▸ Work instructions: Reproduce the complete set of records, exactly as they appear.

Start of The input

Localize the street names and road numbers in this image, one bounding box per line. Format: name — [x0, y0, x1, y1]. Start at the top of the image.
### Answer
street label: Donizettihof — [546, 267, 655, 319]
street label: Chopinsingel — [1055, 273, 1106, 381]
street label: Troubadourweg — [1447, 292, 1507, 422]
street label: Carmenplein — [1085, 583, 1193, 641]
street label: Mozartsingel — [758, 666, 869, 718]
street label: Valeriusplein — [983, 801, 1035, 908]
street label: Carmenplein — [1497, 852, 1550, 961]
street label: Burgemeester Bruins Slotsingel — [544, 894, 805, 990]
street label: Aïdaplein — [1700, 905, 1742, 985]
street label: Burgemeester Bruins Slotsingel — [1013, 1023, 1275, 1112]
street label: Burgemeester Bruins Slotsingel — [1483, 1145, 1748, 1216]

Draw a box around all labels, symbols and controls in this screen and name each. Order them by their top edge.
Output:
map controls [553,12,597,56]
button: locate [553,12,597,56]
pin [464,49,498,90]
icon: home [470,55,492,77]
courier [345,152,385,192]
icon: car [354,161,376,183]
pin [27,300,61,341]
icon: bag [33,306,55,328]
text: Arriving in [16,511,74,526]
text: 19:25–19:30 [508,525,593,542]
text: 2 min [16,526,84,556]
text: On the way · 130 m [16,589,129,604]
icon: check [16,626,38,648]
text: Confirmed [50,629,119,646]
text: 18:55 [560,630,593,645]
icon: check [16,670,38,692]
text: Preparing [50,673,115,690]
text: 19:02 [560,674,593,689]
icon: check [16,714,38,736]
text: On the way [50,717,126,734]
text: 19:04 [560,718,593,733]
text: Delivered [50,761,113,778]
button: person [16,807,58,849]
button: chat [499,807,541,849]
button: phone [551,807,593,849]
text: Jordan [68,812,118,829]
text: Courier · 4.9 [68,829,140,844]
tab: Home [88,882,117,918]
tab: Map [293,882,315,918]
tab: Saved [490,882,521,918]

End of The input

▸ Exercise answer:
Localize the street names and road numbers in this image, one bounding box per line. Format: name — [x0, y0, x1, y1]. Start at the top of the image.
### Answer
street label: Donizettihof — [546, 267, 655, 319]
street label: Chopinsingel — [1055, 273, 1106, 381]
street label: Troubadourweg — [1447, 292, 1507, 422]
street label: Carmenplein — [1085, 583, 1193, 641]
street label: Mozartsingel — [758, 666, 869, 718]
street label: Valeriusplein — [983, 801, 1035, 908]
street label: Carmenplein — [1497, 852, 1550, 961]
street label: Burgemeester Bruins Slotsingel — [544, 894, 805, 990]
street label: Aïdaplein — [1700, 905, 1742, 985]
street label: Burgemeester Bruins Slotsingel — [1013, 1023, 1275, 1112]
street label: Burgemeester Bruins Slotsingel — [1483, 1145, 1748, 1216]

Draw a box around all labels, symbols and controls in this screen and name each. Order them by their top edge.
Output:
map controls [553,12,597,56]
button: locate [553,12,597,56]
pin [464,49,498,90]
icon: home [470,55,492,77]
courier [345,152,385,192]
icon: car [354,161,376,183]
pin [27,300,61,341]
icon: bag [33,306,55,328]
text: Arriving in [16,511,74,526]
text: 19:25–19:30 [508,525,593,542]
text: 2 min [16,526,84,556]
text: On the way · 130 m [16,589,129,604]
icon: check [16,626,38,648]
text: Confirmed [50,629,119,646]
text: 18:55 [560,630,593,645]
icon: check [16,670,38,692]
text: Preparing [50,673,115,690]
text: 19:02 [560,674,593,689]
icon: check [16,714,38,736]
text: On the way [50,717,126,734]
text: 19:04 [560,718,593,733]
text: Delivered [50,761,113,778]
button: person [16,807,58,849]
button: chat [499,807,541,849]
button: phone [551,807,593,849]
text: Jordan [68,812,118,829]
text: Courier · 4.9 [68,829,140,844]
tab: Home [88,882,117,918]
tab: Map [293,882,315,918]
tab: Saved [490,882,521,918]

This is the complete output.